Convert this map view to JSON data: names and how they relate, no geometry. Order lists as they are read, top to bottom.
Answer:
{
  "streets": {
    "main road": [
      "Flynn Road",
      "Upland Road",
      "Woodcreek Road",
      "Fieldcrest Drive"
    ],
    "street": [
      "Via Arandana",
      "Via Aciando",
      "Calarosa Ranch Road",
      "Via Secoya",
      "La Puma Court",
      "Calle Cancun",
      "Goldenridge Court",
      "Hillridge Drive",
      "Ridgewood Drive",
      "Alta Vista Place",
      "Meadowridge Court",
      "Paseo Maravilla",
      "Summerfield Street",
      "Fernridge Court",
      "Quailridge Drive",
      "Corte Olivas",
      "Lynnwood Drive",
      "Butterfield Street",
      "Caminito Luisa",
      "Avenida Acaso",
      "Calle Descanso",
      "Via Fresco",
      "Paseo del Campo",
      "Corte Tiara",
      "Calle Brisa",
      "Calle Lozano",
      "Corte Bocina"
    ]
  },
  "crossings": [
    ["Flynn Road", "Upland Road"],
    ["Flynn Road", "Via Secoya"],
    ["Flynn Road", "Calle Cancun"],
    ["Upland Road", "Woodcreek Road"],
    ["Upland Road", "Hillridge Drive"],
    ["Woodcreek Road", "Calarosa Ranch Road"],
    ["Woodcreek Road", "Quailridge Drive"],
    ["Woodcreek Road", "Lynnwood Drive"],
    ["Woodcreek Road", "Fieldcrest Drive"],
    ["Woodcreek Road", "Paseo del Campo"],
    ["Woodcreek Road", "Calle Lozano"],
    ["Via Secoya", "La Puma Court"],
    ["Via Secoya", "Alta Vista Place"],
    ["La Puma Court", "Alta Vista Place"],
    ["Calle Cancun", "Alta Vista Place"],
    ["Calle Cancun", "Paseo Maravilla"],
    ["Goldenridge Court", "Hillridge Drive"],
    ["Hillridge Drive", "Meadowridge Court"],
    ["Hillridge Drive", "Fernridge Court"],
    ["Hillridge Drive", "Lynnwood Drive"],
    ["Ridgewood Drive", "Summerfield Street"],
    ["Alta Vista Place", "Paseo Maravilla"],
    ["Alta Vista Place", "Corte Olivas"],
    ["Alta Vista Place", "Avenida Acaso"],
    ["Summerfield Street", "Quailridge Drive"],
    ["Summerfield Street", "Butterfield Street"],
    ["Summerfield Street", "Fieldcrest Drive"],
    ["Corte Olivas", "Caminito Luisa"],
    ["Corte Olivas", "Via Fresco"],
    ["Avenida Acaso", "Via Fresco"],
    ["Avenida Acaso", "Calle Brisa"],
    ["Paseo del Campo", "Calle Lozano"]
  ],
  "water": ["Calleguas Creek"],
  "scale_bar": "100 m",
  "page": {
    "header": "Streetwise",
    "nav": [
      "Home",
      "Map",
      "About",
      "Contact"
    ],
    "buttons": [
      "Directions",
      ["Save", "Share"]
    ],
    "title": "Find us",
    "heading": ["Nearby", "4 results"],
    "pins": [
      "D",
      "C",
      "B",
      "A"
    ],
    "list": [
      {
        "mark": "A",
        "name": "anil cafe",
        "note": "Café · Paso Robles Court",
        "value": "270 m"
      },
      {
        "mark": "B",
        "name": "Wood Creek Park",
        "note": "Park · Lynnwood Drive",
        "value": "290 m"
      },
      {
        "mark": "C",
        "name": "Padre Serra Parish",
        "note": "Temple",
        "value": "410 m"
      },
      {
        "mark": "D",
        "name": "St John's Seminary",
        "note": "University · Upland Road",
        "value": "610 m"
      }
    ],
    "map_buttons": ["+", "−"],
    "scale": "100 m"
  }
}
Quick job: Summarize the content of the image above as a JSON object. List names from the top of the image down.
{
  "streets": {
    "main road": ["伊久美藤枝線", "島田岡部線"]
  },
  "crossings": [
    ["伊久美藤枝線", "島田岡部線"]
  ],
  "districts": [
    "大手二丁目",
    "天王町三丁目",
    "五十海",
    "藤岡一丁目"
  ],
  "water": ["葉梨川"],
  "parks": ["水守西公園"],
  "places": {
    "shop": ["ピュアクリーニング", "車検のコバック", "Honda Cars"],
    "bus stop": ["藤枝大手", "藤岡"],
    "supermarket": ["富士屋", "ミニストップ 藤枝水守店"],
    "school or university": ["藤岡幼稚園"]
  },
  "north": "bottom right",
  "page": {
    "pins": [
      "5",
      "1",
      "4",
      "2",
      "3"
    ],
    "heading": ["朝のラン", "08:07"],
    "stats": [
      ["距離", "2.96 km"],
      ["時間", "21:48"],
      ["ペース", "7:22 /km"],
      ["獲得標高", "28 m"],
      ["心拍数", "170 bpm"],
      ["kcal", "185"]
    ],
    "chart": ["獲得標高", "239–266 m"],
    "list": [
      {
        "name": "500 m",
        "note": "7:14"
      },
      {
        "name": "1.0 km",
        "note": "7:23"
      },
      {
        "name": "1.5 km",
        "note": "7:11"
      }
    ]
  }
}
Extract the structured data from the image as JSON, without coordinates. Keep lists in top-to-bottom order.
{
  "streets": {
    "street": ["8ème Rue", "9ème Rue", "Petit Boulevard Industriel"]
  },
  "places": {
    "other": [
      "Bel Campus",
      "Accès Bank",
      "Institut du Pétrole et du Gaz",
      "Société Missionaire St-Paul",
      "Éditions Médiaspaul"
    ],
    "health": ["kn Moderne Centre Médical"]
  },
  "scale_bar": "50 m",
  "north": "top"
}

What the exercise asks: Give the entries once more, exactly as they appear.

Answer to this task:
Convert this map view to JSON data: names and how they relate, no geometry. Order lists as they are read, top to bottom.
Answer:
{
  "streets": {
    "main road": [
      "Flynn Road",
      "Upland Road",
      "Woodcreek Road",
      "Fieldcrest Drive"
    ],
    "street": [
      "Via Arandana",
      "Via Aciando",
      "Calarosa Ranch Road",
      "Via Secoya",
      "La Puma Court",
      "Calle Cancun",
      "Goldenridge Court",
      "Hillridge Drive",
      "Ridgewood Drive",
      "Alta Vista Place",
      "Meadowridge Court",
      "Paseo Maravilla",
      "Summerfield Street",
      "Fernridge Court",
      "Quailridge Drive",
      "Corte Olivas",
      "Lynnwood Drive",
      "Butterfield Street",
      "Caminito Luisa",
      "Avenida Acaso",
      "Calle Descanso",
      "Via Fresco",
      "Paseo del Campo",
      "Corte Tiara",
      "Calle Brisa",
      "Calle Lozano",
      "Corte Bocina"
    ]
  },
  "crossings": [
    ["Flynn Road", "Upland Road"],
    ["Flynn Road", "Via Secoya"],
    ["Flynn Road", "Calle Cancun"],
    ["Upland Road", "Woodcreek Road"],
    ["Upland Road", "Hillridge Drive"],
    ["Woodcreek Road", "Calarosa Ranch Road"],
    ["Woodcreek Road", "Quailridge Drive"],
    ["Woodcreek Road", "Lynnwood Drive"],
    ["Woodcreek Road", "Fieldcrest Drive"],
    ["Woodcreek Road", "Paseo del Campo"],
    ["Woodcreek Road", "Calle Lozano"],
    ["Via Secoya", "La Puma Court"],
    ["Via Secoya", "Alta Vista Place"],
    ["La Puma Court", "Alta Vista Place"],
    ["Calle Cancun", "Alta Vista Place"],
    ["Calle Cancun", "Paseo Maravilla"],
    ["Goldenridge Court", "Hillridge Drive"],
    ["Hillridge Drive", "Meadowridge Court"],
    ["Hillridge Drive", "Fernridge Court"],
    ["Hillridge Drive", "Lynnwood Drive"],
    ["Ridgewood Drive", "Summerfield Street"],
    ["Alta Vista Place", "Paseo Maravilla"],
    ["Alta Vista Place", "Corte Olivas"],
    ["Alta Vista Place", "Avenida Acaso"],
    ["Summerfield Street", "Quailridge Drive"],
    ["Summerfield Street", "Butterfield Street"],
    ["Summerfield Street", "Fieldcrest Drive"],
    ["Corte Olivas", "Caminito Luisa"],
    ["Corte Olivas", "Via Fresco"],
    ["Avenida Acaso", "Via Fresco"],
    ["Avenida Acaso", "Calle Brisa"],
    ["Paseo del Campo", "Calle Lozano"]
  ],
  "water": ["Calleguas Creek"],
  "scale_bar": "100 m",
  "page": {
    "header": "Streetwise",
    "nav": [
      "Home",
      "Map",
      "About",
      "Contact"
    ],
    "buttons": [
      "Directions",
      ["Save", "Share"]
    ],
    "title": "Find us",
    "heading": ["Nearby", "4 results"],
    "pins": [
      "D",
      "C",
      "B",
      "A"
    ],
    "list": [
      {
        "mark": "A",
        "name": "anil cafe",
        "note": "Café · Paso Robles Court",
        "value": "270 m"
      },
      {
        "mark": "B",
        "name": "Wood Creek Park",
        "note": "Park · Lynnwood Drive",
        "value": "290 m"
      },
      {
        "mark": "C",
        "name": "Padre Serra Parish",
        "note": "Temple",
        "value": "410 m"
      },
      {
        "mark": "D",
        "name": "St John's Seminary",
        "note": "University · Upland Road",
        "value": "610 m"
      }
    ],
    "map_buttons": ["+", "−"],
    "scale": "100 m"
  }
}
Quick job: Summarize the content of the image above as a JSON object. List names from the top of the image down.
{
  "streets": {
    "main road": ["伊久美藤枝線", "島田岡部線"]
  },
  "crossings": [
    ["伊久美藤枝線", "島田岡部線"]
  ],
  "districts": [
    "大手二丁目",
    "天王町三丁目",
    "五十海",
    "藤岡一丁目"
  ],
  "water": ["葉梨川"],
  "parks": ["水守西公園"],
  "places": {
    "shop": ["ピュアクリーニング", "車検のコバック", "Honda Cars"],
    "bus stop": ["藤枝大手", "藤岡"],
    "supermarket": ["富士屋", "ミニストップ 藤枝水守店"],
    "school or university": ["藤岡幼稚園"]
  },
  "north": "bottom right",
  "page": {
    "pins": [
      "5",
      "1",
      "4",
      "2",
      "3"
    ],
    "heading": ["朝のラン", "08:07"],
    "stats": [
      ["距離", "2.96 km"],
      ["時間", "21:48"],
      ["ペース", "7:22 /km"],
      ["獲得標高", "28 m"],
      ["心拍数", "170 bpm"],
      ["kcal", "185"]
    ],
    "chart": ["獲得標高", "239–266 m"],
    "list": [
      {
        "name": "500 m",
        "note": "7:14"
      },
      {
        "name": "1.0 km",
        "note": "7:23"
      },
      {
        "name": "1.5 km",
        "note": "7:11"
      }
    ]
  }
}
Extract the structured data from the image as JSON, without coordinates. Keep lists in top-to-bottom order.
{
  "streets": {
    "street": ["8ème Rue", "9ème Rue", "Petit Boulevard Industriel"]
  },
  "places": {
    "other": [
      "Bel Campus",
      "Accès Bank",
      "Institut du Pétrole et du Gaz",
      "Société Missionaire St-Paul",
      "Éditions Médiaspaul"
    ],
    "health": ["kn Moderne Centre Médical"]
  },
  "scale_bar": "50 m",
  "north": "top"
}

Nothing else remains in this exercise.